*Your goal*.
Go through the material and tally the lines containing the string "they". Give the total alone.

*Entries provided*.
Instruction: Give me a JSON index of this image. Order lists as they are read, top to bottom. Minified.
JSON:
==
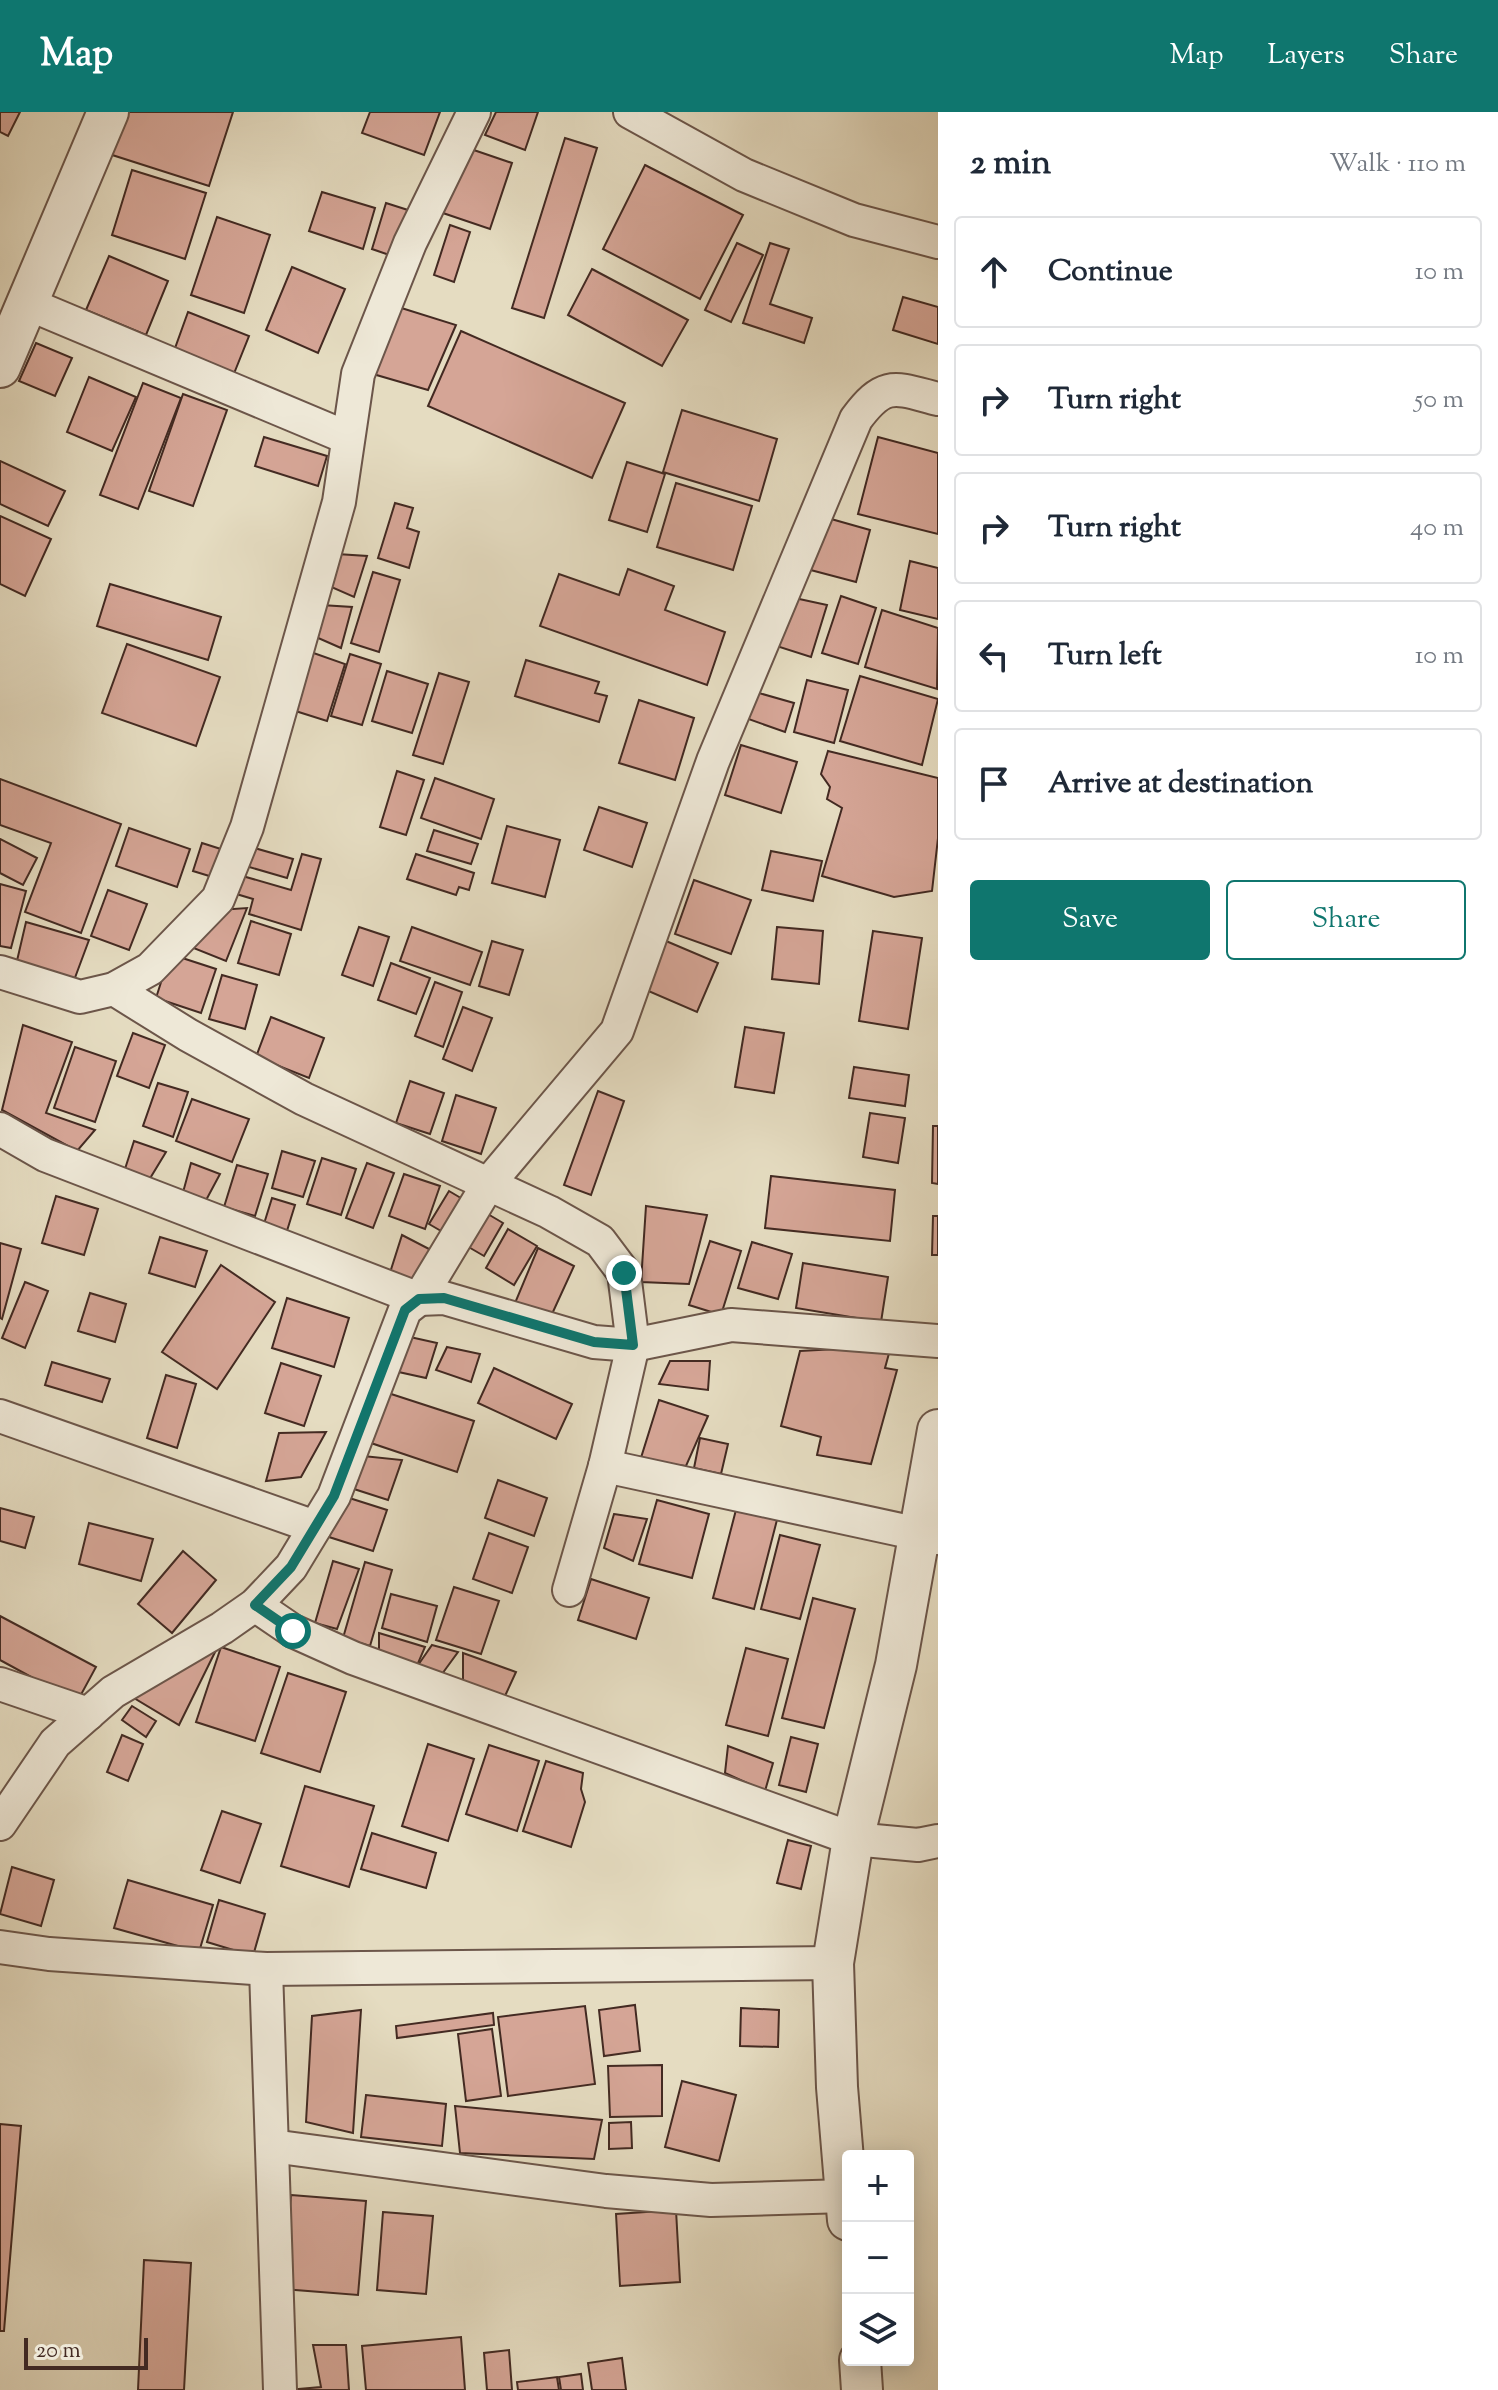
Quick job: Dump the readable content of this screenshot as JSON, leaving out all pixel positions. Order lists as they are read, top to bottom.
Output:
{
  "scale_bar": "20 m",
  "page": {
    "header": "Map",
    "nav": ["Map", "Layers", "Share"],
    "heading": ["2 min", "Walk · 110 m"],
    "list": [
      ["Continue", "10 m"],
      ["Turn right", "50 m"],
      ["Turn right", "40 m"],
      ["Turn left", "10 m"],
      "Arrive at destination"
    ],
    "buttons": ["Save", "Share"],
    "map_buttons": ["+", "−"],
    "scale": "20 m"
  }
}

*Solution to this exercise*.
2